World Affairs Online
In: European journal of international relations, Band 26, Heft 1, S. 62-87
ISSN: 1460-3713
Contemporary populist movements have inspired political pundits in various contexts to opine on the resurgence of victimhood culture, in which groups demonstrate heightened sensitivity to slights and attempt to evoke sympathy from third parties to their conflicts. Although reference to victimhood's politics oftentimes surfaces examples of egregious microaggressions, when victimhood claims are scaled up to the realm of nationalisms, oftentimes so too are their consequences. Current literature on victimhood in international politics, though, lacks a unifying theorisation suitable for the comparative analysis of victimhood nationalisms as important identities in the international arena.

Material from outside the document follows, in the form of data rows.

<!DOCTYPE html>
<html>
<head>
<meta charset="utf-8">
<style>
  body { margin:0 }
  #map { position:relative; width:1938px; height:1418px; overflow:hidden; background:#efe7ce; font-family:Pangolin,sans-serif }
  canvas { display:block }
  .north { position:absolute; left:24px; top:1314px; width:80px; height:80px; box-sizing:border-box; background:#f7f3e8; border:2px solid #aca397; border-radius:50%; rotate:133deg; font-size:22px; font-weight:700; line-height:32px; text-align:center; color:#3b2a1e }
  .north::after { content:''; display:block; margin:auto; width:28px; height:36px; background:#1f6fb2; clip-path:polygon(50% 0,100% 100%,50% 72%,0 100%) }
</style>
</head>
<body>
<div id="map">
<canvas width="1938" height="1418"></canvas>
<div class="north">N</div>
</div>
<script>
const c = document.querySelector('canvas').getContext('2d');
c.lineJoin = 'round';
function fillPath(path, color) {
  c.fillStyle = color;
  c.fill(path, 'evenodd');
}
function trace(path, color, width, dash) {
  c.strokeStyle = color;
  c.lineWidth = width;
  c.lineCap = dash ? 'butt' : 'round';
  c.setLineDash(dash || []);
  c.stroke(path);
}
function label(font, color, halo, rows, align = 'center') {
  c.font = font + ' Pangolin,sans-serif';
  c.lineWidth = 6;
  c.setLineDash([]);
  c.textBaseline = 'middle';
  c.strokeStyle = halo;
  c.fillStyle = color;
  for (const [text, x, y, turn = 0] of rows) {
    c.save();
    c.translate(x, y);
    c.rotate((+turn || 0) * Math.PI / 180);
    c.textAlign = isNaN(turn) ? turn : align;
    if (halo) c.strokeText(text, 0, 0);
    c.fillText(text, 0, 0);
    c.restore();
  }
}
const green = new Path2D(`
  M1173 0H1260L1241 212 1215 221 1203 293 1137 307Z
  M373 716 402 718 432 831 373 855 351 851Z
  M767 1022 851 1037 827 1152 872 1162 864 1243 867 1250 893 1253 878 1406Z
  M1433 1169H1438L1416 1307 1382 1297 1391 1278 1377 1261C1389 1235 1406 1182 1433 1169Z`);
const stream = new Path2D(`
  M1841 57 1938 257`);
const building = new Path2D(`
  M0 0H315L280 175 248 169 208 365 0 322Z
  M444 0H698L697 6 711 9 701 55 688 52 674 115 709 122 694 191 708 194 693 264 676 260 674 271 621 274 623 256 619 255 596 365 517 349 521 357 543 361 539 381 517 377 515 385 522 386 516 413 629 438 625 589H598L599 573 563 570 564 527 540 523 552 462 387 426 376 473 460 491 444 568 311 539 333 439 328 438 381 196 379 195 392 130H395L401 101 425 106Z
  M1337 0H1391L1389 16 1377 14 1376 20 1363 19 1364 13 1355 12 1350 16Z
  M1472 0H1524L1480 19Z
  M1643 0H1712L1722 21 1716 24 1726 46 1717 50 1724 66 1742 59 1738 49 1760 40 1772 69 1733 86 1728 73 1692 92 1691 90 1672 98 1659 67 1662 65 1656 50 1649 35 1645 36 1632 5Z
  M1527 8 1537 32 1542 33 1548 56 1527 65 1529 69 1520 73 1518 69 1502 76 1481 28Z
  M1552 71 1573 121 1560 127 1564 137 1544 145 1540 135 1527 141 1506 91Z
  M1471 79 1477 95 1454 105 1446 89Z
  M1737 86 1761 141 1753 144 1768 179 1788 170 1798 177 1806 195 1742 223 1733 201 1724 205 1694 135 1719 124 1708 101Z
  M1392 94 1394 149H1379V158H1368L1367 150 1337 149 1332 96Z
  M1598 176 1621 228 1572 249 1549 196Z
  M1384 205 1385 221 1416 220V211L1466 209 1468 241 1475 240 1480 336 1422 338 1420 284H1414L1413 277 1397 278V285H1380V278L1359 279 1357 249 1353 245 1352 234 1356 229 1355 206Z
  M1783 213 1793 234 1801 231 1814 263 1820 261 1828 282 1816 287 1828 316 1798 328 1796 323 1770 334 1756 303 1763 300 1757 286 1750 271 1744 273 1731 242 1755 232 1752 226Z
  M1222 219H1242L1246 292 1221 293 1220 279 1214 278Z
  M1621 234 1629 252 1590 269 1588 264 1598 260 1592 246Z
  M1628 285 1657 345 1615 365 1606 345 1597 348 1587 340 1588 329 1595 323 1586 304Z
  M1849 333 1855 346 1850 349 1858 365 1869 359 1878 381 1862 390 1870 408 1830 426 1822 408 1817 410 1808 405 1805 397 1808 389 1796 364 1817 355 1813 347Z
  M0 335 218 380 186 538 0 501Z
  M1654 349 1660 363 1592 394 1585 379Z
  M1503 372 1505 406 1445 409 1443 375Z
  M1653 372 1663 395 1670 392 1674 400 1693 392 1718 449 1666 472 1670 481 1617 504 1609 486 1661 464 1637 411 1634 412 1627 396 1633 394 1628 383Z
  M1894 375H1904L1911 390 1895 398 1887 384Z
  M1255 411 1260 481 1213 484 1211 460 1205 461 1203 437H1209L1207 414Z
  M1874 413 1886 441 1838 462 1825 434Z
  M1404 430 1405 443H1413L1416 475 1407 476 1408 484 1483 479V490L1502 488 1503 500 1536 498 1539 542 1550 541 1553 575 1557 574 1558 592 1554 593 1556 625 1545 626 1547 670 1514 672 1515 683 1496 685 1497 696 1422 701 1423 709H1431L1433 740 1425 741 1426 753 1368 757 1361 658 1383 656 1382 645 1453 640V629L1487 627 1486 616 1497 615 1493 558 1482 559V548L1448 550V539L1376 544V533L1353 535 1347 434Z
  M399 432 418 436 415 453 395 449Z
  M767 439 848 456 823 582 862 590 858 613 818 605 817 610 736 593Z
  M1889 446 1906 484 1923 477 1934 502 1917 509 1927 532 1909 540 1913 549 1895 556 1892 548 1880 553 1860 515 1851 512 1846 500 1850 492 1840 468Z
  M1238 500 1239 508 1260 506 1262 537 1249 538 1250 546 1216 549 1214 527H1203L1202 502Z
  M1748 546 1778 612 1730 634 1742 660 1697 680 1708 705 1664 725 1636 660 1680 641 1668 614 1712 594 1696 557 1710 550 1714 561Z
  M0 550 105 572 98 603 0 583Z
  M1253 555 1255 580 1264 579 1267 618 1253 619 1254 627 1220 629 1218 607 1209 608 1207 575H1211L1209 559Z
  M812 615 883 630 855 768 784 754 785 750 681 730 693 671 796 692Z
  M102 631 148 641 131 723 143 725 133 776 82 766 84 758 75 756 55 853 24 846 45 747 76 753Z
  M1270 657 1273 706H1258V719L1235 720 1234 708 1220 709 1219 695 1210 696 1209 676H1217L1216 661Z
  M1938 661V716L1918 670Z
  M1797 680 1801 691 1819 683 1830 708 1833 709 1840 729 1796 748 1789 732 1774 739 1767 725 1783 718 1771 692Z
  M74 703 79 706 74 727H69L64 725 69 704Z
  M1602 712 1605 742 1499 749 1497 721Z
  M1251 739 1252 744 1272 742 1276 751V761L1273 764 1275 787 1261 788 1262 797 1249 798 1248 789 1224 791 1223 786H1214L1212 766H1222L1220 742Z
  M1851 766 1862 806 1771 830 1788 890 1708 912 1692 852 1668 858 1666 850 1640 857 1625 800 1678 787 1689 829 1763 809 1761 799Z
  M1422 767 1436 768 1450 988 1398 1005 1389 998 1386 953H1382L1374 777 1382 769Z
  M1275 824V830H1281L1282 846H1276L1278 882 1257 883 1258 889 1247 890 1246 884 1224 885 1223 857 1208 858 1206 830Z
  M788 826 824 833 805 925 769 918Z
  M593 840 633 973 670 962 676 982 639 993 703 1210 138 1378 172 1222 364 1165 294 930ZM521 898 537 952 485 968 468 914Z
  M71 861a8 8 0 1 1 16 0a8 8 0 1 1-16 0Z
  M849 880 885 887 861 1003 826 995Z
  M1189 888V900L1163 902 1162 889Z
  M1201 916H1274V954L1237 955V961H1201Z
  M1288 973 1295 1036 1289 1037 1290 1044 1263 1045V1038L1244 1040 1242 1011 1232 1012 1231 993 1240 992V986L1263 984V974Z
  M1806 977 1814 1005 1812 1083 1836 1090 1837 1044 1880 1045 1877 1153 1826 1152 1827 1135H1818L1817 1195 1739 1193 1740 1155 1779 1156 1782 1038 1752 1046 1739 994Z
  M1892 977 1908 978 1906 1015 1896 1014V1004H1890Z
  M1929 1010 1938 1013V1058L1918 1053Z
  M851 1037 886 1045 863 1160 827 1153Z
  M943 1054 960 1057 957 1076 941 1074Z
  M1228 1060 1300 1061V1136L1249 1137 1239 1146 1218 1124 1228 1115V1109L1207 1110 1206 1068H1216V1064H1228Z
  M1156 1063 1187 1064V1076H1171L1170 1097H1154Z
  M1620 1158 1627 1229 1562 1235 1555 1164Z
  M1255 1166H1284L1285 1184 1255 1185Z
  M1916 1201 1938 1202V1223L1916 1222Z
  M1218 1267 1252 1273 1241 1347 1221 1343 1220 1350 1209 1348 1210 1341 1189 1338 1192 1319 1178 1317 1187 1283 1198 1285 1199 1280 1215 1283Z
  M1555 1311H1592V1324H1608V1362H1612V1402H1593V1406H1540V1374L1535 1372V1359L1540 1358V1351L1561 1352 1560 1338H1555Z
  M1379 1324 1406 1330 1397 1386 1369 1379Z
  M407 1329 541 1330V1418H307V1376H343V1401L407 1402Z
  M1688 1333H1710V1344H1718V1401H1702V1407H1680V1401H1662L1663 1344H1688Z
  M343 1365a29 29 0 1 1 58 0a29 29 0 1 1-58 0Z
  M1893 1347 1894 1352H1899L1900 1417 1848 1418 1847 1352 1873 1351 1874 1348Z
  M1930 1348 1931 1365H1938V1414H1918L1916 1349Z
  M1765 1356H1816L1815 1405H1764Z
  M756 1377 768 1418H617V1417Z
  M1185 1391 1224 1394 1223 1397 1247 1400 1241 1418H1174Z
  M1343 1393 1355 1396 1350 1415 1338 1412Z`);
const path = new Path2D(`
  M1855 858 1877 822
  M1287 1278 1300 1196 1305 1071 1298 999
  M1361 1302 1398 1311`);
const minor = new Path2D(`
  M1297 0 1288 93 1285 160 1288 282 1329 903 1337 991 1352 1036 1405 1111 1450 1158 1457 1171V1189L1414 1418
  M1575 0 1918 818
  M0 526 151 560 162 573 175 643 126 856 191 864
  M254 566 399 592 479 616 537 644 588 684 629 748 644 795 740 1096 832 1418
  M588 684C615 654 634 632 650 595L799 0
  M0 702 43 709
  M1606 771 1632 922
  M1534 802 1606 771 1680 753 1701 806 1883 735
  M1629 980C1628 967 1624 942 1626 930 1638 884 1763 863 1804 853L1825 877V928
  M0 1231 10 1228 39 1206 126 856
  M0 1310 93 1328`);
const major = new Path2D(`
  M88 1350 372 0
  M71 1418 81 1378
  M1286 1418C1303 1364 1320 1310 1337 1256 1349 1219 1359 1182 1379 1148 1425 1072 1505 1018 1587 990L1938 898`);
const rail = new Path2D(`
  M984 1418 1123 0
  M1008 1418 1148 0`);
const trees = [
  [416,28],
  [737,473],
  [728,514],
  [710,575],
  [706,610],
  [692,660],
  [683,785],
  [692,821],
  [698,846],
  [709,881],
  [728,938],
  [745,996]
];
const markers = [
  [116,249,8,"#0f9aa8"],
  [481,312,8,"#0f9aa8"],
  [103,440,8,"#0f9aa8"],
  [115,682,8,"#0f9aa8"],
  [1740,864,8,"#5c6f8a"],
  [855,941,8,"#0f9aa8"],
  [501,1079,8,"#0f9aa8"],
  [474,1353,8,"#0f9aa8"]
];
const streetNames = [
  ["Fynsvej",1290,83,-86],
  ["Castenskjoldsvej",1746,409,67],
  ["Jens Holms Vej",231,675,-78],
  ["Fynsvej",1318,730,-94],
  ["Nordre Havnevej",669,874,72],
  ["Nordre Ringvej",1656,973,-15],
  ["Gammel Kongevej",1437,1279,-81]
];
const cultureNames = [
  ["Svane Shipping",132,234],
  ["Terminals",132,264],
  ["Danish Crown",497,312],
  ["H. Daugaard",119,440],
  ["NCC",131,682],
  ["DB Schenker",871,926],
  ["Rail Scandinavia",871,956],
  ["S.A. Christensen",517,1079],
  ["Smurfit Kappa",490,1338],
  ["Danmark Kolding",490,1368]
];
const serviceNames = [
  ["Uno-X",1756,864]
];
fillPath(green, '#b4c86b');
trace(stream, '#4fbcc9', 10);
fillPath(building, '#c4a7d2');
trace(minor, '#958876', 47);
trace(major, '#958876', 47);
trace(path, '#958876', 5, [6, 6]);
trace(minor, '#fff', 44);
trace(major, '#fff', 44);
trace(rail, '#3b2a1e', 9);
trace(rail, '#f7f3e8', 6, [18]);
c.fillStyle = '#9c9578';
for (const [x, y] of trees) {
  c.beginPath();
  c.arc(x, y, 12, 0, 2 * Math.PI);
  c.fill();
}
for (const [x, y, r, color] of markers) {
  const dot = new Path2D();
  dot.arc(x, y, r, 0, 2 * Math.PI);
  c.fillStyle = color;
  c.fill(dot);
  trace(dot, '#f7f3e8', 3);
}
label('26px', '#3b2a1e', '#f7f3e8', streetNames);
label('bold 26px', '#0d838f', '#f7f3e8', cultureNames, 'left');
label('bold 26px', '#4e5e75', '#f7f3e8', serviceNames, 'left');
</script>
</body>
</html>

This gap prevents scholarship from investigating how the severity of perceived or real suffering relates to the formation of victimhood, as well as how victimhood nationalisms legitimize the projection of grievances onto third parties, potentially sowing new conflicts. This article theorises victimhood nationalism as a powerful identity narrative with two key constitutive elements. First, drawing on the narrative identity approach, it outlines how victimhood nationalisms are constructed via narrations of perceived or real collective trauma. Second, it argues that victimhood nationalist narratives, unlike other narratives of collective trauma, break down the idealized victim–perpetrator relationship and project grievances onto otherwise uninvolved international actors, including other nation-states. The article concludes by offering comparative case studies of Slobodan Milošević's and David Ben-Gurion's respective invocations of victimhood nationalism to illustrate the empirical applicability of this theorization, as well as victimhood nationalism's importance in international politics across time and space.